Mutlak ticari davalar, tarafların tacir olup olmadığına ve işin bir ticari işletmeyi ilgilendirip ilgilendirmediğine bakılmaksızın yasal düzenlemelerce ticari sayılan davalardır. Bu davalar TTK’nun 4(1), Kooperatifler Kanununun 99, İİK’nun 154, Finansal Kiralama Kanununun 31, Ticari İşletme Lehine Kanununun 22. maddelerinde sayılmış olup, bu nitelikteki davaların mutlak ticari dava sayılabilmesi için ilgili özel kanunlarda nitelendirilmesi ya da TTK’nun 4(1) maddesinde sayılmış olması yeterlidir.
Nispi ticari davalar ise, her iki tarafın ticari işletmesi ile ilgili ve tarafların tacir olması halinde ticari nitelikte sayılan davalardır. Uyuşmazlığın nispi ticari dava sayılabilmesi için bu iki koşulun birlikte varlığı zorunludur.
Üçüncü grup ticari davalar yalnız bir tarafın ticari işletmesini ilgilendirilen havale, vedia ve fikri haklara ilişkin davalardır.

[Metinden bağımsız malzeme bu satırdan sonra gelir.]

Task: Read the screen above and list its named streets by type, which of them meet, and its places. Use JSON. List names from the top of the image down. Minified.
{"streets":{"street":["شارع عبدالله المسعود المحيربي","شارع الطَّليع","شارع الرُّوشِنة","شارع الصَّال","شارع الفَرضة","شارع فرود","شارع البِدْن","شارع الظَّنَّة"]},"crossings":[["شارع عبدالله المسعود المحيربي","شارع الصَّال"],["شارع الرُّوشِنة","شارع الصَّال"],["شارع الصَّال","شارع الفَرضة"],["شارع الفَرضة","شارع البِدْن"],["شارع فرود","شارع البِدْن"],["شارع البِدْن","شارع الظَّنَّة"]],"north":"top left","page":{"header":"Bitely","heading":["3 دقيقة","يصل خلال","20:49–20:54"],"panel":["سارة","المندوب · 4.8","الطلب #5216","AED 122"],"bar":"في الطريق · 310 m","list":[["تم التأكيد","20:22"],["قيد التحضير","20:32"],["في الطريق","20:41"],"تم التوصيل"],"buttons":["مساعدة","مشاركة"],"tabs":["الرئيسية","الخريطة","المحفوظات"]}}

Bu davalar TTK’daki yasal düzenleme gereği uyuşmazlığın bir yanı tacir olmasa dahi bir yanının tacir olması halinde ticari dava sayılmıştır.
6335 Sayılı Türk Ticaret Kanunu ile Türk Ticaret Kanunu’nun Yürürlüğü Ve Uygulama Şekli Hakkında Kanunda Değişiklik Yapılmasına Dair Kanununun ikinci maddesi ile değişik TTK’nun 5(1) maddesi gereğince ticaret mahkemesi, ticari nitelikli davalara ve çekişmesiz yargı işlerine bakmakla görevlendirilmiş olup, buna göre asliye ticaret mahkemesi ile diğer hukuk mahkemeleri arasındaki hukuki ilişki görev ilişkisidir.

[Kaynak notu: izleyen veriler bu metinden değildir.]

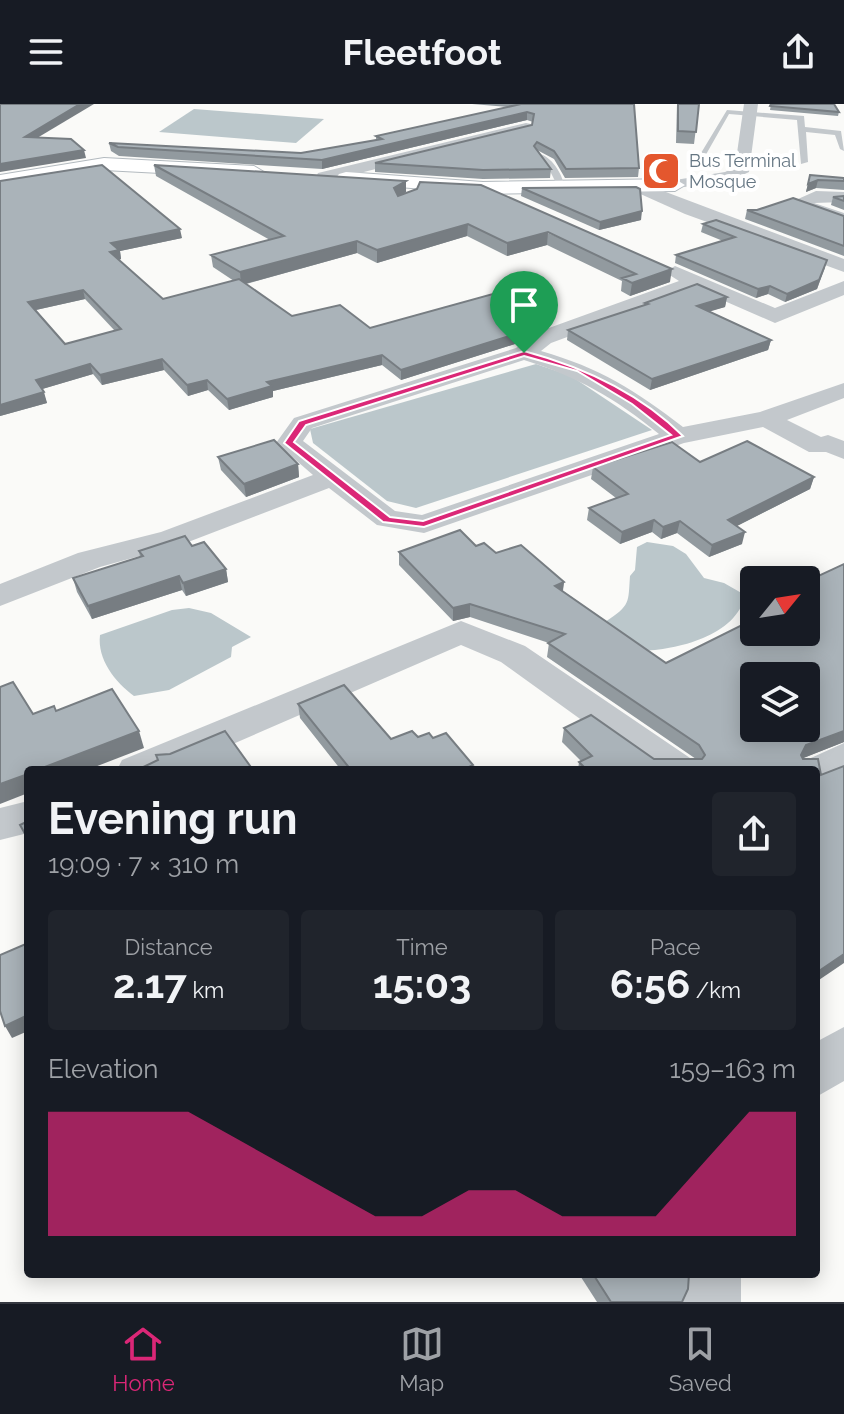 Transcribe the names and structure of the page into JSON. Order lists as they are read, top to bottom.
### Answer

Yargıtay …Hukuk Dairesinin 01/07/2011 tarih … esas ve … karar sayılı ilamında; Kat Mülkiyeti Yasasında veya yönetim planında belirtilmeyen bir görevden ötürü yöneticiye sorumluluk yüklenemeyeceği, Yargıtay … Hukuk Dairesinin 13/10/2016 tarih … esas ve … karar sayılı ve 17/01/2019 tarih … esas ve … karar sayılı ilamlarında ise; yöneticinin sorumluluğuna ilişkin açılan tazminat davasının yöneticinin kat maliklerine karşı aynen bir vekil gibi sorumlu olması nedeni ile Sulh Hukuk Mahkemesinde çözümlenmesi gerektiği belirtilmiştir.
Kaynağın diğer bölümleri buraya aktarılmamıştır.